Morning Overview

UC Riverside just recorded the strange wing sounds hummingbirds make mid-flight and during courtship — acoustic signatures now tied to brain circuits no one had mapped

When a male Anna’s hummingbird pulls out of a courtship dive at roughly 60 miles per hour, the air ripping through his outer tail feathers produces a loud, sharp chirp. It is not a vocalization. No syrinx is involved. The sound comes from the feathers themselves, vibrating like reeds in a wind instrument, and it is aimed squarely at the female perched below.

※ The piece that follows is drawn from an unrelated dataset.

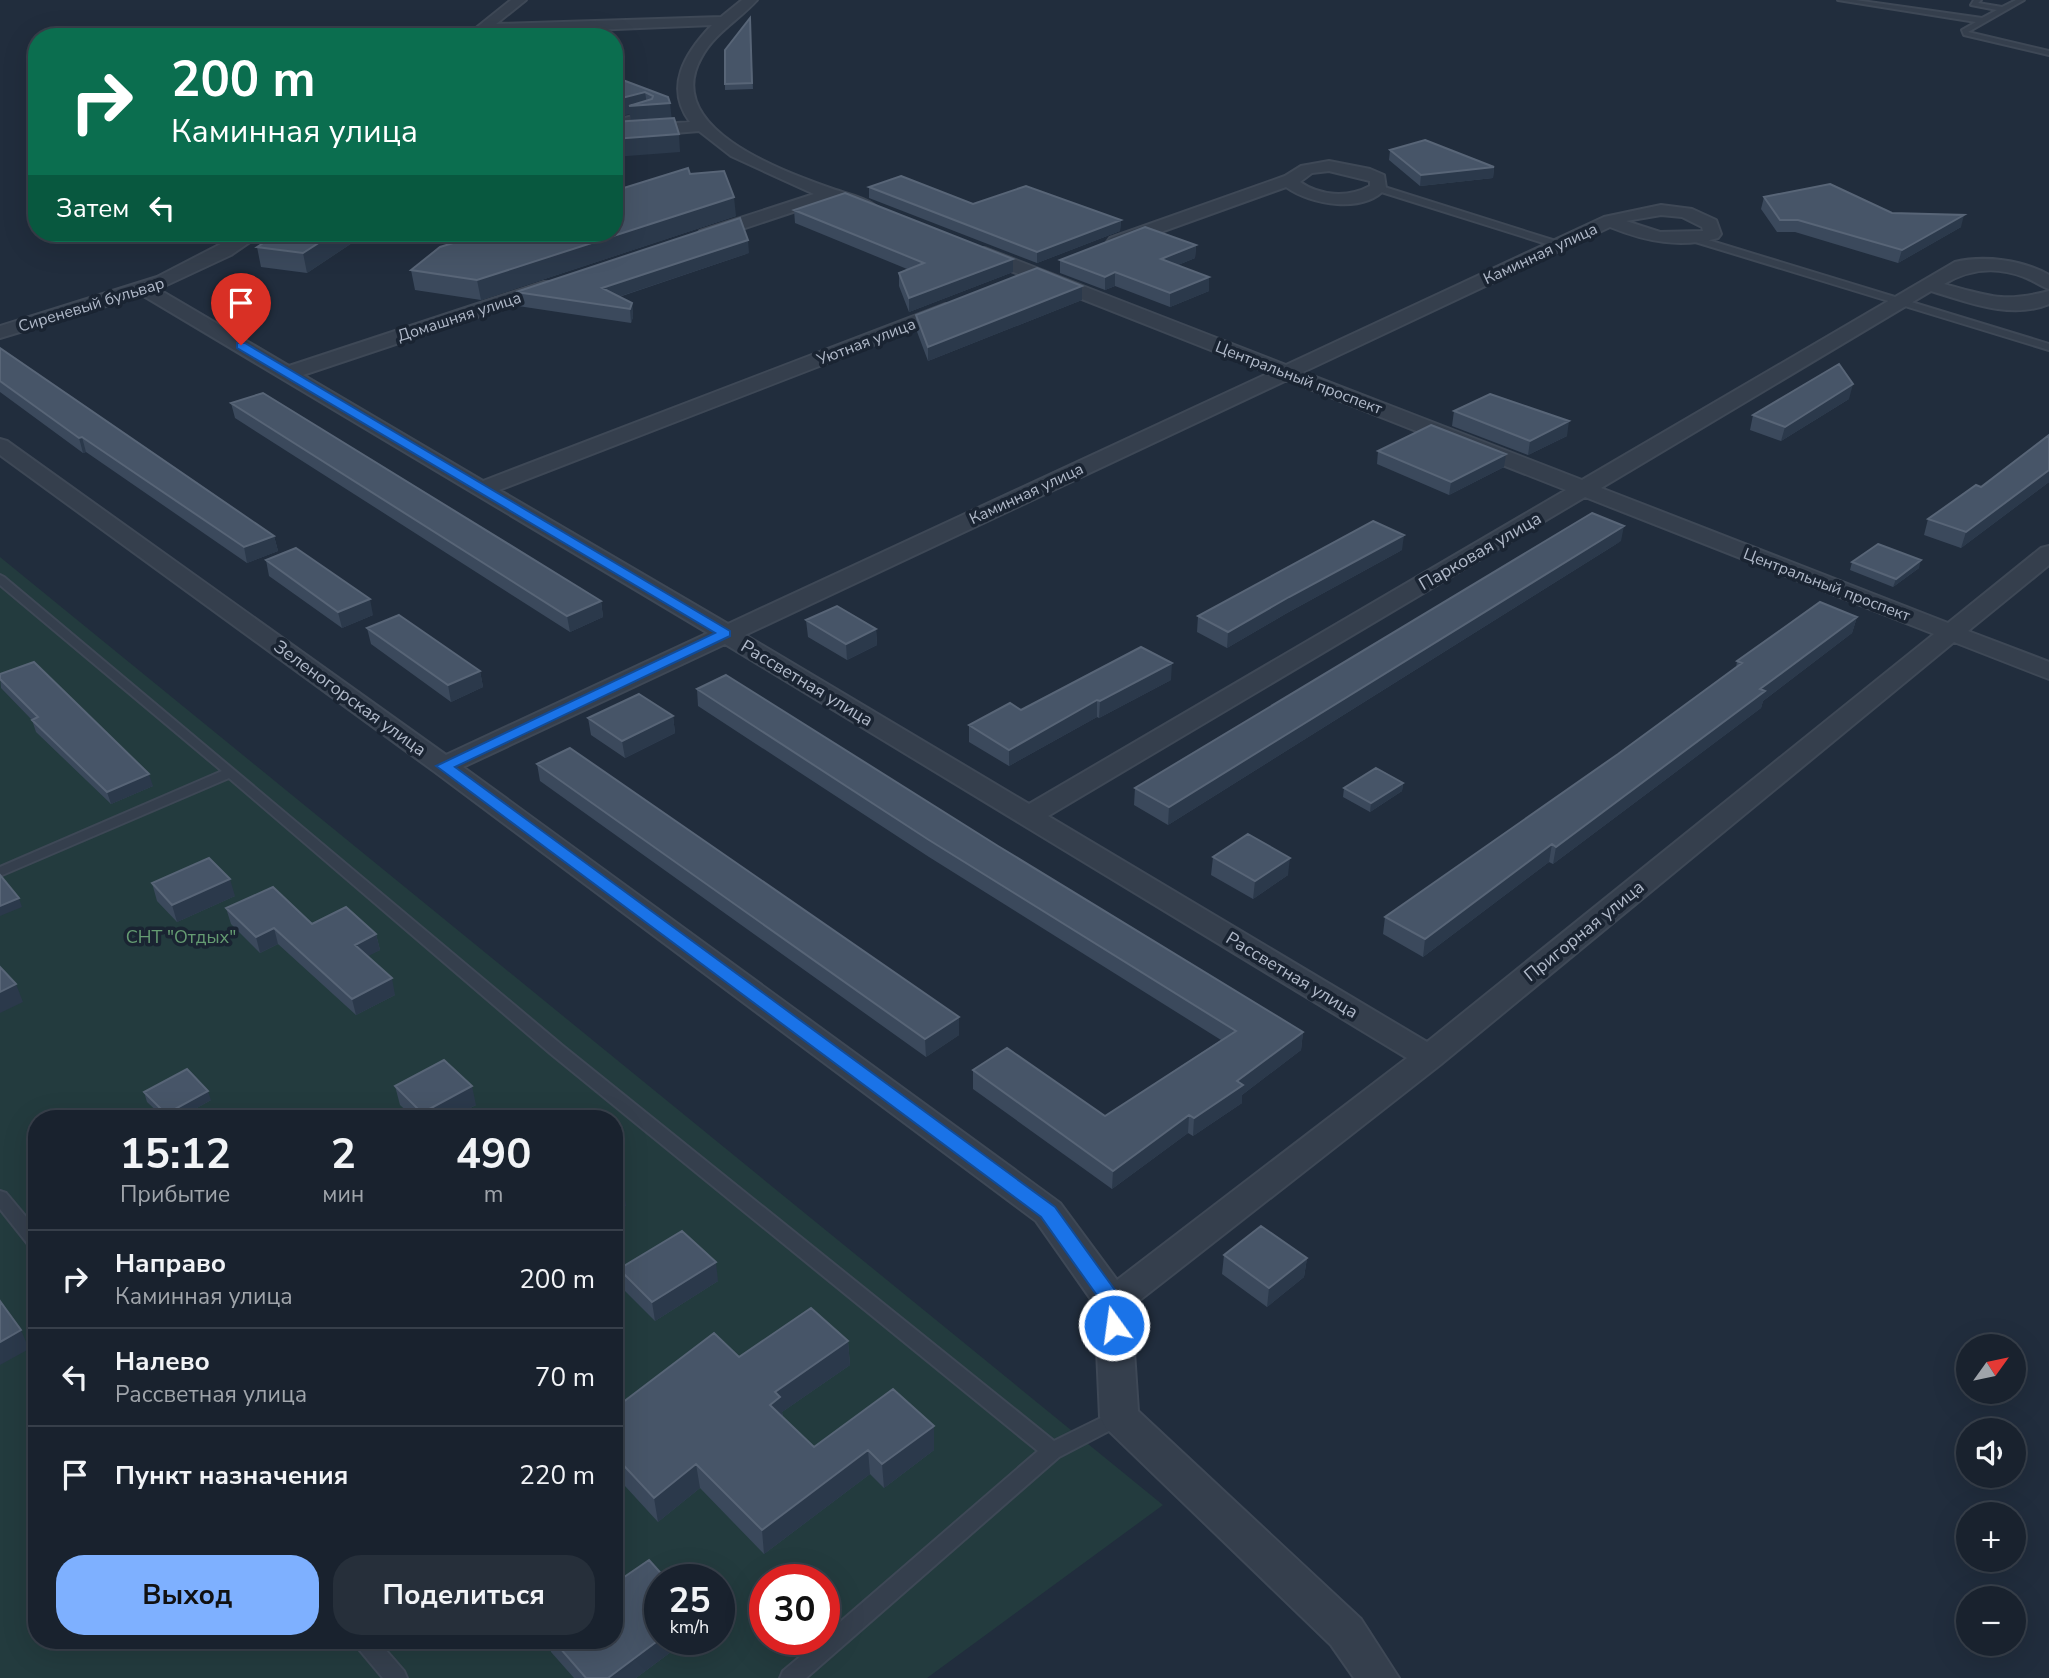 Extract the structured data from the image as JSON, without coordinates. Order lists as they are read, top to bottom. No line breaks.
{"streets":{"street":["Каминная улица","Сиреневый бульвар","Домашняя улица","Уютная улица","Центральный проспект","Парковая улица","Рассветная улица","Зеленогорская улица","Пригорная улица"]},"crossings":[["Каминная улица","Центральный проспект"],["Каминная улица","Рассветная улица"],["Каминная улица","Зеленогорская улица"],["Сиреневый бульвар","Рассветная улица"],["Домашняя улица","Рассветная улица"],["Уютная улица","Рассветная улица"],["Центральный проспект","Парковая улица"],["Центральный проспект","Пригорная улица"],["Парковая улица","Рассветная улица"],["Рассветная улица","Пригорная улица"],["Зеленогорская улица","Пригорная улица"]],"parks":["СНТ \"Отдых\""],"north":"top right","page":{"turn":["200 m","Каминная улица"],"then":"Затем","eta":["15:12","Прибытие","2","мин","490","m"],"list":[{"name":"Направо","note":"Каминная улица","value":"200 m"},{"name":"Налево","note":"Рассветная улица","value":"70 m"},{"name":"Пункт назначения","value":"220 m"}],"map_buttons":["+","−"],"buttons":["Выход","Поделиться"],"speed":"25 km/h","limit":"30"}}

For more than a decade, UC Riverside biologist Christopher Clark has been recording, dissecting, and cataloging these mechanical sounds across hummingbird species. His lab’s work has established that hummingbird courtship is not just a visual spectacle but an acoustic one, with wing trills, tail chirps, and feather buzzes functioning as precisely tuned signals. Now, as Clark’s group expands its recording program and the broader field begins probing how hummingbird brains process sound, researchers are closing in on a question that has gone unanswered: whether the neural circuits birds use to interpret learned songs also decode the non-vocal sounds their bodies produce in flight.

Feathers as instruments

The foundational discovery came from a deceptively simple experiment. Clark and his collaborators filmed Anna’s hummingbird dives with high-speed cameras, then selectively removed individual tail feathers and sent the birds back up. When the outer tail feathers were gone, so was the dive chirp. Wind-tunnel tests of isolated feathers confirmed the finding: specific feathers vibrate at specific frequencies when exposed to airflow at dive speeds, producing tonal sounds as reliably as a tuning fork.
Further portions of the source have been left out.